Oh for crying out loud. Seriously? Are we really going the pedophile route? Aren’t we better than this? I guess not. Alright then, you sling mud, I’ll sling mud, sorry buddy, you brought this on yourself. The rules that protect kids from “sleazy adults” generally don’t deal with the people most likely to abuse them sexually. Do you know who those people are? Seeing as your ability to use the written word to communicate is a testament to the failings of the American education system, I will assume you don’t. The person most likely is that child’s mother. Second most likely? The father. Guess who else makes the top ten? That’s right! Blood relatives! And do laws protect children from these people? NO! They give these people almost complete control over youth thus making further victimization possible. Do you have kids buddy? If so, you’re infinitely more likely to be molesting them than Alex is. Hopefully child services will come by and take these poor, unfortunate souls away from you. Oh wait, you say you don’t? That I’m making claims on no evidence? That I’m just using statistics to extrapolate a likely, but theoretically untrue, statement? But wait… didn’t you just do that? Oh wait! You did! Only you didn’t have statistics on your side like I do. Heh, funny that. Idiot.
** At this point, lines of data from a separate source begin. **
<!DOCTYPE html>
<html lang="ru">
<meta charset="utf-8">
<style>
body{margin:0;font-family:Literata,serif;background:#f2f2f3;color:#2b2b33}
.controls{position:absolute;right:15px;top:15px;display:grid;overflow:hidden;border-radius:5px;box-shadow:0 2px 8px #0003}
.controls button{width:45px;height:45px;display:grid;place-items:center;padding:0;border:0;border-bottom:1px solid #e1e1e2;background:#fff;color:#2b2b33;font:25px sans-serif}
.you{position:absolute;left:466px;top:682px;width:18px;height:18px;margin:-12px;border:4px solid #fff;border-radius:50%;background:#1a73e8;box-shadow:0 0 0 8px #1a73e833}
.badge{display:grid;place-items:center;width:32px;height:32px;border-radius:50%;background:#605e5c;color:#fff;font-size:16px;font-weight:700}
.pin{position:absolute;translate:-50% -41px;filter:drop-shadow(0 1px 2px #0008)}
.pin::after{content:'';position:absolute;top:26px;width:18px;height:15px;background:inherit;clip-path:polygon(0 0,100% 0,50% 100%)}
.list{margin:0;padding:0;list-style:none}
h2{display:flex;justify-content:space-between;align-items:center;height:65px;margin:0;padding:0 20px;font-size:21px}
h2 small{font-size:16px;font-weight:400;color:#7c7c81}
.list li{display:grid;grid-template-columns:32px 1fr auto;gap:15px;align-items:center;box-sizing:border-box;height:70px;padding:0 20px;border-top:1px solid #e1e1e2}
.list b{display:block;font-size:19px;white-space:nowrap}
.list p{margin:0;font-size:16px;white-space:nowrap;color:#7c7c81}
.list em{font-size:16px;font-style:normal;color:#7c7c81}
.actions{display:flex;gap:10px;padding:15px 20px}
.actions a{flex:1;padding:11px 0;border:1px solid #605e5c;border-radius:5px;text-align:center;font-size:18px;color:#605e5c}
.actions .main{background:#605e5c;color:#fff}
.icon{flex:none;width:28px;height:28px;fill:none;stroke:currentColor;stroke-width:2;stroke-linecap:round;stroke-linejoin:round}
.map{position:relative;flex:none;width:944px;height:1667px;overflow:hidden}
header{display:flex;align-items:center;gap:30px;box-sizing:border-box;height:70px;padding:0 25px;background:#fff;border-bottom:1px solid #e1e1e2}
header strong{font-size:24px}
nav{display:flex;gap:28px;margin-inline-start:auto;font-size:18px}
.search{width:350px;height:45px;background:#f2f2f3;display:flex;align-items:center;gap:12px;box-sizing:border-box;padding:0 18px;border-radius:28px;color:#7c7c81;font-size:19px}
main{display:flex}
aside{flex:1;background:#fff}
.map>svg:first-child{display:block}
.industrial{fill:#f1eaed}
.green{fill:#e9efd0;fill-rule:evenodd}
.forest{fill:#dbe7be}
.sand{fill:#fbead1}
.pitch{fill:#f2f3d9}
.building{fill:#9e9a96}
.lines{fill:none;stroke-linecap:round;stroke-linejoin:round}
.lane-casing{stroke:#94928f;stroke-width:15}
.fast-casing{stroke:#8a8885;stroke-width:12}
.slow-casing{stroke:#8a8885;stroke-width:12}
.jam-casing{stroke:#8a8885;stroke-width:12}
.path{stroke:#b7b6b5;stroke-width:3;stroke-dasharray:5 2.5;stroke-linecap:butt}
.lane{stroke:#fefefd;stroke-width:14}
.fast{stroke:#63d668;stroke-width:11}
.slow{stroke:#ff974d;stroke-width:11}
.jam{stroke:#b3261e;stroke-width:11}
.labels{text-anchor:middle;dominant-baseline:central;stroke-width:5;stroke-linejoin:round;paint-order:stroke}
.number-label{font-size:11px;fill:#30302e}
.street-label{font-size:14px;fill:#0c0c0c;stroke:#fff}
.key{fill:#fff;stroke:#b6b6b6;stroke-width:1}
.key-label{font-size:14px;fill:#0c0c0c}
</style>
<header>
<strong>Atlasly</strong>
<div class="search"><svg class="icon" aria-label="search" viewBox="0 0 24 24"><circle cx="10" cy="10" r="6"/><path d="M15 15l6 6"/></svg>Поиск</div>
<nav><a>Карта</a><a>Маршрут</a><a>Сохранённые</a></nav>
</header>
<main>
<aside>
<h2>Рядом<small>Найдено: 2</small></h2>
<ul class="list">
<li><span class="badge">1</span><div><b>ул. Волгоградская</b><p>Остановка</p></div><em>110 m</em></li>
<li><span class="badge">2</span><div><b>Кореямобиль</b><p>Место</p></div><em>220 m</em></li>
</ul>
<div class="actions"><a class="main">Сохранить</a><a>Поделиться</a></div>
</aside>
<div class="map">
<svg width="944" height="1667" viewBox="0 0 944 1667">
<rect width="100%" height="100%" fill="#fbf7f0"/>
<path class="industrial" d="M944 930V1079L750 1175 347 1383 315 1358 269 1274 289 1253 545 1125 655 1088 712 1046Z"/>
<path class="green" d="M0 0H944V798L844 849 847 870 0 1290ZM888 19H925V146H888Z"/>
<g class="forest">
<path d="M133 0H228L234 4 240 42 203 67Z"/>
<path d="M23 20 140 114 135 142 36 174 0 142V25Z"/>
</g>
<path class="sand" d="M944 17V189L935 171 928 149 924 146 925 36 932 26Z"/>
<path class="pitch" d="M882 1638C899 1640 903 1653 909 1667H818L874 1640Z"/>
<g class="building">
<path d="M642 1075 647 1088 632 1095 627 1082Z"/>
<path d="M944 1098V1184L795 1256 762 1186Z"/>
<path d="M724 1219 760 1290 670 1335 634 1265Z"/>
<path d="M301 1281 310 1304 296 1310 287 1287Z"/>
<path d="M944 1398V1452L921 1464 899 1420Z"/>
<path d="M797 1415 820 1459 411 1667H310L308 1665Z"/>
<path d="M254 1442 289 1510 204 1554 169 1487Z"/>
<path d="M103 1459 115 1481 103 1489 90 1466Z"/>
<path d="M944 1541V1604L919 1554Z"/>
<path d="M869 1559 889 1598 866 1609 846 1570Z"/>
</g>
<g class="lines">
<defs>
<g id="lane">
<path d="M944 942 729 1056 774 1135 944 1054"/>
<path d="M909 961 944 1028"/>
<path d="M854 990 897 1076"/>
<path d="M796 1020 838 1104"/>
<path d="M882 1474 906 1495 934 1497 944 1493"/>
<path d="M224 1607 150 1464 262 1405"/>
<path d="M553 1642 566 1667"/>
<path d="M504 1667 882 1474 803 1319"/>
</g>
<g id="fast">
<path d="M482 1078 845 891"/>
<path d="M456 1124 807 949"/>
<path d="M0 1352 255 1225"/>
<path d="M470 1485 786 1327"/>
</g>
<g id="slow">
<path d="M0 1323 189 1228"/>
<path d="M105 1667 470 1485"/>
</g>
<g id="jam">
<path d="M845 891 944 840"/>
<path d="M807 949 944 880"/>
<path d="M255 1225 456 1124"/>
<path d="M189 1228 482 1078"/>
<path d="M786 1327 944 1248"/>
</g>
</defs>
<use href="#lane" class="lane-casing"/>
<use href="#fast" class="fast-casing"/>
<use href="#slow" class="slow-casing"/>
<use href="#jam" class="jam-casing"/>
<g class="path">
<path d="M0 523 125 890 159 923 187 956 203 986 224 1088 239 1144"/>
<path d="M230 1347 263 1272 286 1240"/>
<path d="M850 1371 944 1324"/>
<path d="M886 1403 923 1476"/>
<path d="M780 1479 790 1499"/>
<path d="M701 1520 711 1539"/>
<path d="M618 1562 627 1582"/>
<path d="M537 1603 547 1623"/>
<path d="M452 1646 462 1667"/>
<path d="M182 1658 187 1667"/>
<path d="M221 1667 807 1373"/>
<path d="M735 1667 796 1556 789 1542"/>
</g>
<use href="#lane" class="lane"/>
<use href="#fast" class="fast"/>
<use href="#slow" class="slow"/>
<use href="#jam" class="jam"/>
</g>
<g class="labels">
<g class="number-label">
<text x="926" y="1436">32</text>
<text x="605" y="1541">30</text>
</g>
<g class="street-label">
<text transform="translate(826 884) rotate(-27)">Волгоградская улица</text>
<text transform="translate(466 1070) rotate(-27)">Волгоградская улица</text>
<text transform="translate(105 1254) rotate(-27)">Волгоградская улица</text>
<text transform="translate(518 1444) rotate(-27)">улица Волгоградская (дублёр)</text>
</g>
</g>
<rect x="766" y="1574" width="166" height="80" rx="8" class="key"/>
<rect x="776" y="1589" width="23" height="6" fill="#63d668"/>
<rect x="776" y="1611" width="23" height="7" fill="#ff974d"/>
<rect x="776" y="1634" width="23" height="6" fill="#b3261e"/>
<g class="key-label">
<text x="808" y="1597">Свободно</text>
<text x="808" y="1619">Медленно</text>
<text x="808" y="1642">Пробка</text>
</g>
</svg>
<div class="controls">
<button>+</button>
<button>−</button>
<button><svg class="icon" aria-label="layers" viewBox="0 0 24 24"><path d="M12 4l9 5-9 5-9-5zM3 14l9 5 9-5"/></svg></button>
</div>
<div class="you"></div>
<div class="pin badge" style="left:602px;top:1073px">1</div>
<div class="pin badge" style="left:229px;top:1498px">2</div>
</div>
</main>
As much as I enjoy this, and I do. I really can’t get this indignant forever. There are a lot of really stupid people, who make incredibly ignorant arguments, and think they are the height of logical brilliance. They are not. And a casual appeal to rationality in a marginally mature individual reveals that quickly. I just hate how they’re allowed to make straw-man arguements and talk out of their asses with stereo-types and people don’t call them on it, while NYRA has to back everything up with 3 studies and a signed statement from Jesus Christ himself. Ageism much?


  1. Oh, man, very nice, Bryan! You knocked them out of the park.

    It’s bothersome on a lot of levels to see Alex, someone I’ve known and cared about and respected immensely for nearly four years, have such horrible accusations thrown at him. He wants to help young people a whole hell of a lot more than any of these other people do.

  2. Yes, very nice. It’s awful that Alex and other youth rights advocates are subjected to this kind of mindless vitriol.

  3. There’s lots of ignorance on the Internet and those vile comments are part of it. They make me want to scream.
    Oh, and, by the way, great writing!